11, 21 and 31 Resistors 12a, 22a and 32a Thin horizontal lines 12b, 22b and 32b of grid circuit portion Thin vertical lines 13 and 23 of grid circuit portion Alignment marks 14 to serve as position references 14, 24 and 34 Laser Alignment mark that also serves as a passage confirmation mark

Claims (6)

[Claims] 1. A resistor comprising a resistor pattern formed on a substrate and capable of being trimmed, and an alignment mark serving as a position reference for trimming the resistor pattern. 2. A resistance pattern formed on a substrate and capable of being trimmed, an alignment mark serving as a position reference for trimming the resistance pattern, and a laser passage confirmation mark in a margin near a trimmable portion of the resistance pattern.
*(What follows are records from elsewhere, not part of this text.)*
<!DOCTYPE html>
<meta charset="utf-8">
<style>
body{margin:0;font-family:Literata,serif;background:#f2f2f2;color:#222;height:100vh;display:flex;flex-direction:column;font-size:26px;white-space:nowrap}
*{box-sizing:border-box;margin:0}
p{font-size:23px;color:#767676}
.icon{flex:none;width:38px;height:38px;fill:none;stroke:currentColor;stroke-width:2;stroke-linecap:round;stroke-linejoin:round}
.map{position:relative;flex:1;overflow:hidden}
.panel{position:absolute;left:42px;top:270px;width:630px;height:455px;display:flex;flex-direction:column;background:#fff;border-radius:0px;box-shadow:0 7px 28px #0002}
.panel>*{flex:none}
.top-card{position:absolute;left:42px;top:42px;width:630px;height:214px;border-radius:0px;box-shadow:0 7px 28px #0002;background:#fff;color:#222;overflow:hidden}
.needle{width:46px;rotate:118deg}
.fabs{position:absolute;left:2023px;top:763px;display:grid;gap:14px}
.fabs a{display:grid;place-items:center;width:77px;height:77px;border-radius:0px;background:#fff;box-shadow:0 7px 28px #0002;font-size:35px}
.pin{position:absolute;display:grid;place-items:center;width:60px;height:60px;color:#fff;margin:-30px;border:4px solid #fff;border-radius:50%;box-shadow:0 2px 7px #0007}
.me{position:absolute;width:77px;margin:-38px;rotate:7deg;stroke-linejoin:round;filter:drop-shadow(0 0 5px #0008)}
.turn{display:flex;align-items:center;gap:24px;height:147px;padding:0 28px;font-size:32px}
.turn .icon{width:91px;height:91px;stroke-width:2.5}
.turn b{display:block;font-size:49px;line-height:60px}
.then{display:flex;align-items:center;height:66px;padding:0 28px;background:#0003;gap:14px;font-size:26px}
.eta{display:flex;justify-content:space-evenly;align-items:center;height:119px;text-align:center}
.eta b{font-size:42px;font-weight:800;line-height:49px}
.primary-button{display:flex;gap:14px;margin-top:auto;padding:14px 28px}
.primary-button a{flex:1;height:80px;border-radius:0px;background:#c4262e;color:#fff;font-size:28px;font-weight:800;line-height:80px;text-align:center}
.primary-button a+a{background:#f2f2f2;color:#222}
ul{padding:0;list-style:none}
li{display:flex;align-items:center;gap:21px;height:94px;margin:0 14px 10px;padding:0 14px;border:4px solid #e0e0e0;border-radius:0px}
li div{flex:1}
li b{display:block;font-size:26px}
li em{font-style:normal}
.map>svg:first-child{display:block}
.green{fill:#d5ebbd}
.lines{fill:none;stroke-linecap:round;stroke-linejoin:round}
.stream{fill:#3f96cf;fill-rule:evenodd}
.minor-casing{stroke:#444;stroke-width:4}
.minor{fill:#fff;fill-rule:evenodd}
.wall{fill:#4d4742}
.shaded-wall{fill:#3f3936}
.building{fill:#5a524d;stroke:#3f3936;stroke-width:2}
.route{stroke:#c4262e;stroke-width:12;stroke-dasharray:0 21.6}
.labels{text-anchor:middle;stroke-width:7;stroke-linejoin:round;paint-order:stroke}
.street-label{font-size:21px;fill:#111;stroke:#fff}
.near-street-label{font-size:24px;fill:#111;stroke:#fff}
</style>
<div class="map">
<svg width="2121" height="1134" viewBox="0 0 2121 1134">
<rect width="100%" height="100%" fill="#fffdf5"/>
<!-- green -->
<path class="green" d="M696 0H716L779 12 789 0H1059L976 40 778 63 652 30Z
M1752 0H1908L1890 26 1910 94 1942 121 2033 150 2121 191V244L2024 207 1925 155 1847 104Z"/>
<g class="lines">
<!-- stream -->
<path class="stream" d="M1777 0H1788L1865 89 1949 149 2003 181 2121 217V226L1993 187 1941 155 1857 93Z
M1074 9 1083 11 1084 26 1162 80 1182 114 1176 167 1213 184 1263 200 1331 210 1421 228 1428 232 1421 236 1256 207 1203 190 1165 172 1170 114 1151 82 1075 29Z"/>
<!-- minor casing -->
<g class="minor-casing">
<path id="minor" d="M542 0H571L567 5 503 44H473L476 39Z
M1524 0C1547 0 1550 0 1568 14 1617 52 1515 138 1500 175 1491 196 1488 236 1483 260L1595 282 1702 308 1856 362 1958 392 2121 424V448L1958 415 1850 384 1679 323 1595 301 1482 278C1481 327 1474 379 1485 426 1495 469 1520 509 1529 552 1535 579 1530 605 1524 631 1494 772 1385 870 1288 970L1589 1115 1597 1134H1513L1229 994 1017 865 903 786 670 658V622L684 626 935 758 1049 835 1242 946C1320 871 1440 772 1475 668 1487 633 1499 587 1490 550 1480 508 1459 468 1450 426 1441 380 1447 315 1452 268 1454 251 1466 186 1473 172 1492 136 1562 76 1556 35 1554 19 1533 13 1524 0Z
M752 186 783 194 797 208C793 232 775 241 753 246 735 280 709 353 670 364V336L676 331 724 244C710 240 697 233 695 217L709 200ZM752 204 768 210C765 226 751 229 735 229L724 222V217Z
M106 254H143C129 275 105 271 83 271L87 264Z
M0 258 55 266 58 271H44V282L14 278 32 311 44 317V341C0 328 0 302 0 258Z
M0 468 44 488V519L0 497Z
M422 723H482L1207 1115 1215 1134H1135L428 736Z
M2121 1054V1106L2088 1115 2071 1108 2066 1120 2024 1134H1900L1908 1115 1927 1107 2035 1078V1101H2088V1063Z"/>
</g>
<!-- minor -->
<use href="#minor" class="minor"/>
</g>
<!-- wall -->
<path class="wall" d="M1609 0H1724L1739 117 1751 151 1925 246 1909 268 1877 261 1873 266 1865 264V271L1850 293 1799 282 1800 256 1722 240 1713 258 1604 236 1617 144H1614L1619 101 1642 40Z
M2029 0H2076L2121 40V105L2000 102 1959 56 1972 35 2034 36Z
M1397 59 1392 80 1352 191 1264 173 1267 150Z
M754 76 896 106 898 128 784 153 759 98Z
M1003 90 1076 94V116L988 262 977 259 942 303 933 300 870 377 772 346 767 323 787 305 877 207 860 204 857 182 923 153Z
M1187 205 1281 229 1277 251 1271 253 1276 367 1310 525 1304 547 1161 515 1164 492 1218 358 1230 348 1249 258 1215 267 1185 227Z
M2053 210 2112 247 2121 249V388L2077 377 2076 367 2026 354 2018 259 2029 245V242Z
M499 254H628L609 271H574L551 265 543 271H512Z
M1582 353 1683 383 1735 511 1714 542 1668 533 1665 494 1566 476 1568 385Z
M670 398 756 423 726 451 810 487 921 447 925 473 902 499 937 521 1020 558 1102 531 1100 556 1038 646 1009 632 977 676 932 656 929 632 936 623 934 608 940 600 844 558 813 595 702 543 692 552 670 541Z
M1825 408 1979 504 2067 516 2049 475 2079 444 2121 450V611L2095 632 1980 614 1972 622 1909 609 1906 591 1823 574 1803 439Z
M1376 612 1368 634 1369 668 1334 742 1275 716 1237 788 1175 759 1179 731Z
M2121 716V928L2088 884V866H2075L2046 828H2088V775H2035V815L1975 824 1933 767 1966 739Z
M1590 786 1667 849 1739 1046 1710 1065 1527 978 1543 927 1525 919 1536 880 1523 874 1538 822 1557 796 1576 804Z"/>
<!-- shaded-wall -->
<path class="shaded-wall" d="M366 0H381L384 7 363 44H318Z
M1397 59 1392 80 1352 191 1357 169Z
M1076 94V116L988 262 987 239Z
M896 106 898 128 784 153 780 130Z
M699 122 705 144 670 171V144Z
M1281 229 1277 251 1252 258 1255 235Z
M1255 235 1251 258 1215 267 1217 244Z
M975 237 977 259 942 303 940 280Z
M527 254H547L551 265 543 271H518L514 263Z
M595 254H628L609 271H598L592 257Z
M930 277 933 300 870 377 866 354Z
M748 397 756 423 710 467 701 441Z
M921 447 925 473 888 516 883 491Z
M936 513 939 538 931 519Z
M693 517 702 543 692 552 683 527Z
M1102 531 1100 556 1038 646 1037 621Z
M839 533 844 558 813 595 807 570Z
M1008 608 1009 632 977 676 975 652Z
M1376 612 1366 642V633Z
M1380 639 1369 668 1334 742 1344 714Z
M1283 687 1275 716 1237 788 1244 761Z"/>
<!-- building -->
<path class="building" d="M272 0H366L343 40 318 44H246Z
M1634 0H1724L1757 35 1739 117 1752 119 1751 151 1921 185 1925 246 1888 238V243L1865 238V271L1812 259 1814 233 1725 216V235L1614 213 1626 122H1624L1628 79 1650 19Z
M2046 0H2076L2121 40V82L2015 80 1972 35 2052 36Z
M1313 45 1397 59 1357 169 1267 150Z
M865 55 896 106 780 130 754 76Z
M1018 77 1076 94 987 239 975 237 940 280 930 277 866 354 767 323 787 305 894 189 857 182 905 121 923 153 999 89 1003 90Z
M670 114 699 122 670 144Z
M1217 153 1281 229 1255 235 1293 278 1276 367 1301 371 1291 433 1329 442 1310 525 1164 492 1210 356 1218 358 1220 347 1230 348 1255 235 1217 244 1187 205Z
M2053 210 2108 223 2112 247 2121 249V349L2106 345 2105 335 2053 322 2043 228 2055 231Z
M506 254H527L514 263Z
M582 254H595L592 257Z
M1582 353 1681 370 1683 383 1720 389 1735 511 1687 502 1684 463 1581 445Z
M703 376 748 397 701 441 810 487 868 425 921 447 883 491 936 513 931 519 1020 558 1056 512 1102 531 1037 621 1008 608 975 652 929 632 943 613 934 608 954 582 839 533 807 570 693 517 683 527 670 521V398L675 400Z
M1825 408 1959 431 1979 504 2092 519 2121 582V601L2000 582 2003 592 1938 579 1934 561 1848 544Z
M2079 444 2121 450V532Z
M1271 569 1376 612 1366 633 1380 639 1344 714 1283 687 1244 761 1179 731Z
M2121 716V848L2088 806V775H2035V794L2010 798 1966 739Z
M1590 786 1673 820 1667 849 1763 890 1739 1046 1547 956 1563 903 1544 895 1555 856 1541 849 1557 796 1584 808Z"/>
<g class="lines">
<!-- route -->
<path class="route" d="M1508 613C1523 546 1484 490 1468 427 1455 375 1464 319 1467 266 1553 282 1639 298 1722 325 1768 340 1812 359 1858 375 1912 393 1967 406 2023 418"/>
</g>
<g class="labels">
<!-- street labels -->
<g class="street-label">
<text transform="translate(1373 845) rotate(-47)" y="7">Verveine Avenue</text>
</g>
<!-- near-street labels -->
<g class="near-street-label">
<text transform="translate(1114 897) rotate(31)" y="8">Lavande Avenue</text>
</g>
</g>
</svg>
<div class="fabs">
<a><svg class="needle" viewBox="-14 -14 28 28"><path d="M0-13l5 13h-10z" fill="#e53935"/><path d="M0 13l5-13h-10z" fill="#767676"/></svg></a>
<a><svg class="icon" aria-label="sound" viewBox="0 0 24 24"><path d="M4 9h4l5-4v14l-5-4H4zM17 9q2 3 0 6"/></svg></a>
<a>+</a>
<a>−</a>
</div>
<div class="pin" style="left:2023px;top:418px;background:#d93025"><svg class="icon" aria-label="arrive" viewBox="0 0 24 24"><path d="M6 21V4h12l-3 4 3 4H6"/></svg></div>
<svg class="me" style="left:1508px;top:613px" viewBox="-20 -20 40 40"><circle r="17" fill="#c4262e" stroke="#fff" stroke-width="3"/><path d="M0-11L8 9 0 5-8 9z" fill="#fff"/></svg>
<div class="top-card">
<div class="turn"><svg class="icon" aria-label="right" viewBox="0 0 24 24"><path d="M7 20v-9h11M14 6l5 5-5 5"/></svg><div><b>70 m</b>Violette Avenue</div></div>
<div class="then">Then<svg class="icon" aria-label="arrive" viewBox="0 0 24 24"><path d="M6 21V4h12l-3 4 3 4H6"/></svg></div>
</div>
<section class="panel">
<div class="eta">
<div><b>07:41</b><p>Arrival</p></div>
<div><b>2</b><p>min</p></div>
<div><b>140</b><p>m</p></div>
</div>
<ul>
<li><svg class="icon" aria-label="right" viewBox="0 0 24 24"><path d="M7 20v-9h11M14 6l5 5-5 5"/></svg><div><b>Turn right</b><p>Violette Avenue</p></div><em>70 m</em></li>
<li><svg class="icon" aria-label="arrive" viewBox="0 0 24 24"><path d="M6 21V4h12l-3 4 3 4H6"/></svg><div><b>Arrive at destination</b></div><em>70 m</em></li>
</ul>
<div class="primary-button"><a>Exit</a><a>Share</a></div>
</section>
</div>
A resistor having an alignment mark also serving as a resistor. 3. The resistor according to claim 2, wherein the resistor pattern has at least a lattice pattern, and an alignment mark serving also as a laser passage confirmation mark is provided in a margin of the lattice pattern. And the resistor. 4. The resistor according to claim 1, wherein said alignment mark serving as a position reference is provided at a dicer margin to be removed after trimming of said resistor pattern. 5. The resistor according to claim 2, wherein the alignment mark serving as a position reference and the alignment mark serving also as a laser passage confirmation mark are formed of the same material as the resistor pattern. . 6. A resistor pattern formed on a substrate and trimmed or capable of being trimmed, and a confirmation mark arranged in a margin near the trimmed portion or the trimmable portion of the resistor pattern and capable of confirming laser passage. A resistor having an alignment mark that also serves as a resistor.